Public health blogs and the OMB Watch blog have been watching the confirmation tussle over law professor Cass Sunstein since April, when President Obama nominated him to be the nation's "regulatory czar" -- director of the White House OMB Office of Information and Regulatory Affairs (OIRA). Sunstein was confirmed Sept. 10 by the U.S. Senate, and now regulatory reform as envisioned by the Obama administration can move forward, OMB Director Peter R. Orszag wrote on OMB's blog that afternoon.
"The work ahead entails not only the daily challenge of oversight of rule-making and regulating, but also the larger effort of re-examining the way OIRA does business. Together, we'll consider some of the fundamental questions facing modern government, including ways to increase participation and transparency in rulemaking, and to strive for regulation that supports fairness and equity," Orszag wrote.
OIRA has the power to block safety and health regulations proposed by OSHA, EPA, FDA, the National Highway Traffic Safety Administration, and other agencies.

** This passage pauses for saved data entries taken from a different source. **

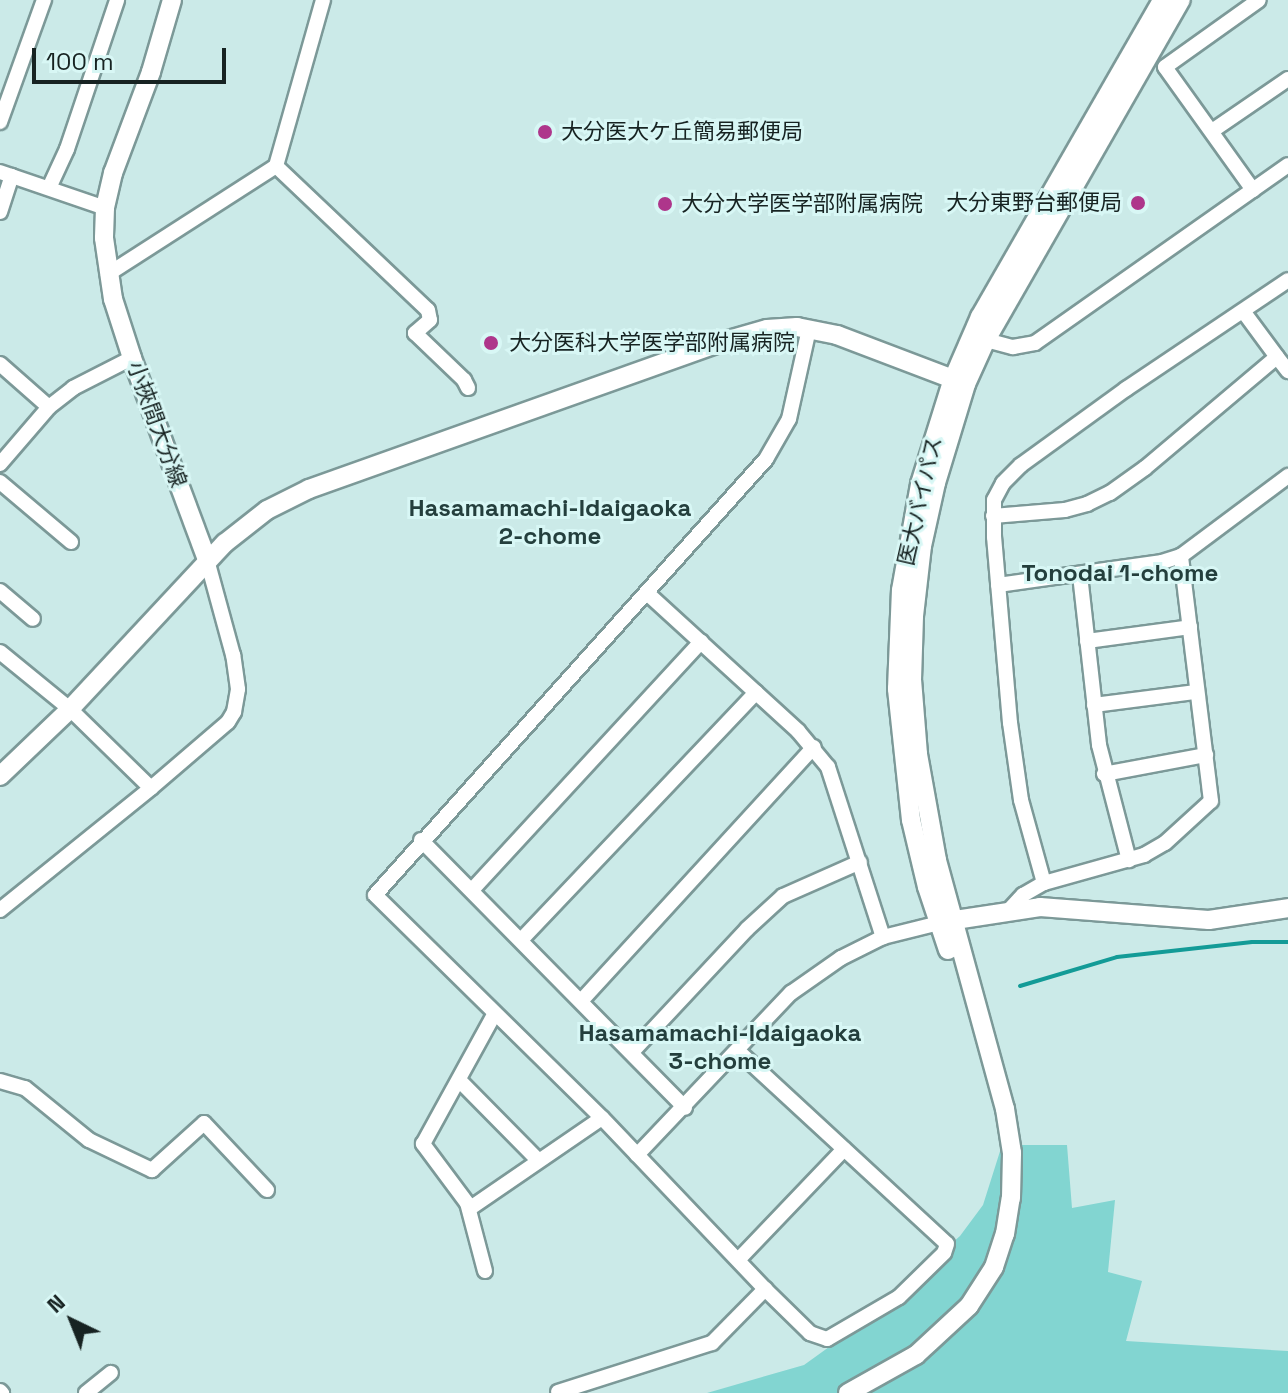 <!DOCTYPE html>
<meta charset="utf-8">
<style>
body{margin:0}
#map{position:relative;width:1288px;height:1393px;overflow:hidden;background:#cbeae8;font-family:"Space Grotesk","Noto Sans JP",sans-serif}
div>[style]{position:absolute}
.green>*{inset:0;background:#82d5d1}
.stream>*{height:4px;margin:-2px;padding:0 2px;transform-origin:2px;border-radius:2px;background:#139b97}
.roads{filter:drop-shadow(2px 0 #7c9998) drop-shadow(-2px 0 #7c9998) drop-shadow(0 2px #7c9998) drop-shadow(0 -2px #7c9998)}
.street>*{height:14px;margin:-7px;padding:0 7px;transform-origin:7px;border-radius:7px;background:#fff}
.secondary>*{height:18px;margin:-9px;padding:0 9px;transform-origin:9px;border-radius:9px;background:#fff}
.dots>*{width:22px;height:22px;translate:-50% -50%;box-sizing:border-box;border:4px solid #d8f7f5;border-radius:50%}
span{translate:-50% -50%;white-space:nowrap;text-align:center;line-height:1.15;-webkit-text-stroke:6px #d8f7f5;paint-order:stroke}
.poi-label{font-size:22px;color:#172322}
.left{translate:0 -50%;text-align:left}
.right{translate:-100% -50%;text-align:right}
.street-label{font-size:22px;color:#172322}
.neighbourhood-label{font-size:24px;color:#243f3d;font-weight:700}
.north{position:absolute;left:32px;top:1281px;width:80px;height:80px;-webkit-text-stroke:6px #d8f7f5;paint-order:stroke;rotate:317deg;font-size:22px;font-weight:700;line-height:32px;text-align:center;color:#172322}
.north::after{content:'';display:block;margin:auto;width:28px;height:36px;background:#172322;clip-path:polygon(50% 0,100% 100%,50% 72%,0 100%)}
.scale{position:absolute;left:32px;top:48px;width:194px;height:36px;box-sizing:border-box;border:4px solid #172322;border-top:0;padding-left:10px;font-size:24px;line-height:28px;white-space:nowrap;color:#172322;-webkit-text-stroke:6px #d8f7f5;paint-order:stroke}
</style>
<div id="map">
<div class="green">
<i style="clip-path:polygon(1002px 1145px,1067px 1145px,1072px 1208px,1115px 1200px,1108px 1272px,1142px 1281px,1126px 1341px,1288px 1351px,1288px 1393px,707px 1393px,804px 1365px,829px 1347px,827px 1339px,866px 1319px,960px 1236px,983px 1205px)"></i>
</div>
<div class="stream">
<i style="left:1020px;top:986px;width:101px;rotate:-16.6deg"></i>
<i style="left:1117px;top:957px;width:136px;rotate:-6.3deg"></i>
<i style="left:1252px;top:942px;width:36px"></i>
</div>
<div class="roads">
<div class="street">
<i style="left:323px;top:0;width:173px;rotate:105.8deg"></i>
<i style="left:276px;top:166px;width:209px;rotate:43.5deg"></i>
<i style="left:428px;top:310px;width:10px;rotate:79deg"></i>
<i style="left:430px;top:320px;width:20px;rotate:139deg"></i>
<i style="left:415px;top:333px;width:68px;rotate:43.8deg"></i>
<i style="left:464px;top:380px;width:9px;rotate:63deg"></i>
<i style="left:0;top:122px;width:130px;rotate:-70.2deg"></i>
<i style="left:1212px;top:131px;width:92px;rotate:-34.4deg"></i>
<i style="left:0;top:172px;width:111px;rotate:18.9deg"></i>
<i style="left:49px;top:188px;width:43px;rotate:-65.2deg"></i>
<i style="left:67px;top:149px;width:157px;rotate:-71.4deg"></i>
<i style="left:1253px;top:190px;width:151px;rotate:-125.6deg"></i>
<i style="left:1165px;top:67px;width:115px;rotate:-35.5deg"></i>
<i style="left:0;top:212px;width:38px;rotate:-72deg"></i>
<i style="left:108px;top:274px;width:200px;rotate:-32.7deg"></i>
<i style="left:986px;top:340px;width:28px;rotate:15deg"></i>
<i style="left:1013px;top:347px;width:22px;rotate:-10deg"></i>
<i style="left:1035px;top:343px;width:309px;rotate:-35.1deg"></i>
<i style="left:1277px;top:357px;width:18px;rotate:52deg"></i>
<i style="left:0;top:364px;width:65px;rotate:41.3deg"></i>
<i style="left:0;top:464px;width:75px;rotate:-49.3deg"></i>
<i style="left:49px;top:407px;width:31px;rotate:-38deg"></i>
<i style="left:73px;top:388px;width:66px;rotate:-27deg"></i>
<i style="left:0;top:482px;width:93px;rotate:40.2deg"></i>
<i style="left:993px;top:516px;width:72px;rotate:-4.8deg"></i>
<i style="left:1065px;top:510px;width:23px;rotate:-15deg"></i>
<i style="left:1087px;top:504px;width:25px;rotate:-26deg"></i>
<i style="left:1110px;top:493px;width:43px;rotate:-35.5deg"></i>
<i style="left:1145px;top:468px;width:172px;rotate:-40.1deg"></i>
<i style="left:1277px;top:357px;width:57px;rotate:-126.5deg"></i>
<i style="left:1080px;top:575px;width:171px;rotate:83.6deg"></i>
<i style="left:1099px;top:745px;width:119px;rotate:75.4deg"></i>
<i style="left:998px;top:585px;width:166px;rotate:-8deg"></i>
<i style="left:1162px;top:562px;width:20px;rotate:-18deg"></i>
<i style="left:1181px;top:556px;width:134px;rotate:-36.8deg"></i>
<i style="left:0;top:591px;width:43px;rotate:40.3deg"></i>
<i style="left:647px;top:593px;width:205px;rotate:42.4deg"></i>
<i style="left:798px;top:731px;width:47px;rotate:50.2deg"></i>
<i style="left:828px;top:767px;width:179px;rotate:72.1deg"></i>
<i style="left:1087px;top:641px;width:104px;rotate:-7.7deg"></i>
<i style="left:0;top:652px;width:90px;rotate:39.2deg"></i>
<i style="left:70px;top:709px;width:113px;rotate:44.3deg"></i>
<i style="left:1094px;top:705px;width:103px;rotate:-7.3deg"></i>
<i style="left:1104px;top:774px;width:104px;rotate:-10.6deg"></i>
<i style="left:421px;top:840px;width:376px;rotate:45.4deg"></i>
<i style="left:1044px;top:883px;width:86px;rotate:-105.5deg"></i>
<i style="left:1021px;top:800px;width:78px;rotate:-98.1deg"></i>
<i style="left:1010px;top:723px;width:187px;rotate:-94.9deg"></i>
<i style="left:994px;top:537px;width:37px;rotate:-90deg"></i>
<i style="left:994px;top:500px;width:19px;rotate:-62deg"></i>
<i style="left:1003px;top:483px;width:25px;rotate:-45deg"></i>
<i style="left:1021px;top:465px;width:130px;rotate:-35.9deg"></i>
<i style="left:1126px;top:389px;width:195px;rotate:-33.9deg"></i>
<i style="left:472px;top:890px;width:338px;rotate:-47.3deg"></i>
<i style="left:0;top:910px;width:194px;rotate:-38.9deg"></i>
<i style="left:151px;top:788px;width:101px;rotate:-40.6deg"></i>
<i style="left:228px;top:722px;width:12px;rotate:-59deg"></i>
<i style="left:234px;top:712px;width:23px;rotate:-80deg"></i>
<i style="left:238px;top:689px;width:34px;rotate:-98deg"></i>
<i style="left:233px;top:655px;width:98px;rotate:-105.3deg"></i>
<i style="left:1009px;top:910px;width:21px;rotate:-47deg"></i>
<i style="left:1023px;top:895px;width:24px;rotate:-30deg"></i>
<i style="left:1044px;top:883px;width:104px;rotate:-15.6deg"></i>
<i style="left:1144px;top:855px;width:24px;rotate:-30deg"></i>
<i style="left:1165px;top:843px;width:62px;rotate:-42.4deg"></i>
<i style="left:1211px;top:801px;width:247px;rotate:-97deg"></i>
<i style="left:522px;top:939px;width:340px;rotate:-46.5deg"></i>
<i style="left:582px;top:1000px;width:343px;rotate:-47.5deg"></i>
<i style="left:633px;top:1051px;width:167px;rotate:-46.9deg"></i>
<i style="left:747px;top:929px;width:49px;rotate:-42.5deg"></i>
<i style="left:783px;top:896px;width:84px;rotate:-23.8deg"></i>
<i style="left:738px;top:1051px;width:284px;rotate:42.7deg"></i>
<i style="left:947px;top:1244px;width:9px;rotate:108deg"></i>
<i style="left:944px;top:1253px;width:63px;rotate:135.6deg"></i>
<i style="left:899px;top:1297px;width:83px;rotate:149.7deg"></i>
<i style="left:827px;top:1339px;width:18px;rotate:-161deg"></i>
<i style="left:810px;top:1333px;width:63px;rotate:-135.6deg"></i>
<i style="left:765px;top:1289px;width:236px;rotate:-133.6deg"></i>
<i style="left:602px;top:1118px;width:318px;rotate:-135.5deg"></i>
<i style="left:375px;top:895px;width:586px;rotate:-48.11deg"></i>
<i style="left:766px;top:459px;width:46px;rotate:-60.1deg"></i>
<i style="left:789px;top:419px;width:92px;rotate:-77.5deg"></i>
<i style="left:459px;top:1080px;width:112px;rotate:45.4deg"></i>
<i style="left:0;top:1081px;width:26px;rotate:16deg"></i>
<i style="left:25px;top:1088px;width:82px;rotate:39.1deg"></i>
<i style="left:89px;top:1140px;width:70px;rotate:25.5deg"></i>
<i style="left:152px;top:1170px;width:70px;rotate:-42.1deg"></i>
<i style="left:204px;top:1123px;width:92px;rotate:46.8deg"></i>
<i style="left:637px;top:1155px;width:224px;rotate:-46.5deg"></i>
<i style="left:791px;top:993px;width:61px;rotate:-35deg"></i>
<i style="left:841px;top:958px;width:47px;rotate:-26.6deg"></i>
<i style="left:883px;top:937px;width:58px;rotate:-14deg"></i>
<i style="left:469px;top:1209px;width:161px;rotate:-34.4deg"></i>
<i style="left:739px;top:1259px;width:152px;rotate:-46.3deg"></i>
<i style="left:485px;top:1271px;width:70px;rotate:-104.8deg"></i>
<i style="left:467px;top:1203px;width:74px;rotate:-126.7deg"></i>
<i style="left:423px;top:1144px;width:149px;rotate:-61.2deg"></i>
<i style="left:0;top:1391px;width:3px;rotate:45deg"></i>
<i style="left:558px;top:1392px;width:162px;rotate:-17.7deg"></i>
<i style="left:712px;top:1343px;width:76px;rotate:-45.5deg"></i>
<i style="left:86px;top:1393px;width:32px;rotate:-39deg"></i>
</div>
<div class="secondary">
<i style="left:172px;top:0;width:75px;rotate:106.3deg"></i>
<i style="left:151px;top:72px;width:108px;rotate:110.6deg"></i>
<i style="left:113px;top:173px;width:36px;rotate:103deg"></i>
<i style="left:105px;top:208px;width:30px;rotate:92deg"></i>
<i style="left:104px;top:238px;width:62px;rotate:81.6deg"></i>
<i style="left:113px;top:299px;width:62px;rotate:72.1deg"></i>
<i style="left:132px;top:358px;width:215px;rotate:69.6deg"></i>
<i style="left:0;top:776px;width:97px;rotate:-43.7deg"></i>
<i style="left:70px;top:709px;width:227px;rotate:-47deg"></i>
<i style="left:225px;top:543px;width:53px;rotate:-38.2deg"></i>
<i style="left:267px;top:510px;width:47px;rotate:-26.6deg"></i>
<i style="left:309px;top:489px;width:438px;rotate:-19.6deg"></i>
<i style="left:722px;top:342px;width:47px;rotate:-16.1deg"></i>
<i style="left:767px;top:329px;width:30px;rotate:-4deg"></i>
<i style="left:797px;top:327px;width:41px;rotate:11.3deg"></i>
<i style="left:837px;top:335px;width:133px;rotate:20.8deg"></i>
<i style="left:942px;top:922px;width:99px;rotate:-8.7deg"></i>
<i style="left:1040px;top:907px;width:169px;rotate:4.4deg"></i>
<i style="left:1209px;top:920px;width:80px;rotate:-8.6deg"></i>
<i style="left:948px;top:950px;width:66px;rotate:-108.4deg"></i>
<i style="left:927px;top:887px;width:69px;rotate:-103.4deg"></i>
<i style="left:911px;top:820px;width:132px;rotate:-96.1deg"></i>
<i style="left:897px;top:689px;width:99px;rotate:-87.7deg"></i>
<i style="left:901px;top:590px;width:108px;rotate:-79.8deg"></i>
<i style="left:920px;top:484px;width:110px;rotate:-72.6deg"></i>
<i style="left:953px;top:379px;width:68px;rotate:-66.5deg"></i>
<i style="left:980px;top:317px;width:366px;rotate:-60.1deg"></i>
<i style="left:848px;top:1393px;width:78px;rotate:-29.2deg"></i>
<i style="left:916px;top:1355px;width:72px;rotate:-42.8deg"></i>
<i style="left:969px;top:1306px;width:46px;rotate:-57.3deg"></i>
<i style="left:994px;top:1267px;width:35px;rotate:-72deg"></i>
<i style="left:1005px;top:1234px;width:36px;rotate:-81deg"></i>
<i style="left:1011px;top:1198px;width:45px;rotate:-88.7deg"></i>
<i style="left:1012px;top:1153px;width:45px;rotate:-99deg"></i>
<i style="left:1005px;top:1109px;width:258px;rotate:-105.3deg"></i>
<i style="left:937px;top:860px;width:108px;rotate:-100.2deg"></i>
<i style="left:918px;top:754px;width:74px;rotate:-94.6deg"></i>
<i style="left:912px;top:680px;width:64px;rotate:-88.2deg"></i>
<i style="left:914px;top:616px;width:70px;rotate:-83.5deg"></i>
<i style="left:922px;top:546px;width:65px;rotate:-77.5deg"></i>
<i style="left:936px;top:483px;width:103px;rotate:-73.1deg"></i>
<i style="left:966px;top:384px;width:48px;rotate:-65.6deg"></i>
<i style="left:986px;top:340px;width:392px;rotate:-60.2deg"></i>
</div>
</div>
<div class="dots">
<i style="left:545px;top:132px;background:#ae368b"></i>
<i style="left:1138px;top:203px;background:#ae368b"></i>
<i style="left:665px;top:204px;background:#ae368b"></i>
<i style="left:491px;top:343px;background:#ae368b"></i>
</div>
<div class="poi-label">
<span class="left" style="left:561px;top:132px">大分医大ケ丘簡易郵便局</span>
<span class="right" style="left:1122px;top:203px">大分東野台郵便局</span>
<span class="left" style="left:681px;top:204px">大分大学医学部附属病院</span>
<span class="left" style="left:509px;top:343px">大分医科大学医学部附属病院</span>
</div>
<div class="street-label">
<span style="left:157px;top:424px;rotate:70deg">小挾間大分線</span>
<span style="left:920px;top:501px;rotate:-77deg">医大バイパス</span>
</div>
<div class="neighbourhood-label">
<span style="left:550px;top:522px">Hasamamachi-Idaigaoka<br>2-chome</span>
<span style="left:1120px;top:573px">Tonodai 1-chome</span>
<span style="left:720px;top:1047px">Hasamamachi-Idaigaoka<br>3-chome</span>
</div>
<div class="north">N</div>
<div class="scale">100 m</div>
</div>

Bloggers on the left claim OIRA meets repeatedly with industry groups bent on easing proposed rules but has not offered the same access to public health advocates who want even stronger protections, so a level playing field is the sort of reform they support.
Discussions of Sunstein's approach are available here, here, and here. For the next few years, he may be more important than Dr. David Michaels, Obama's choice to lead OSHA, in determining the direction, speed, and aggressiveness of OSHA's rulemaking efforts.
What's your opinion of Sunstein, and how fast do you want OSHA, EPA, etc. to move on the regulatory front?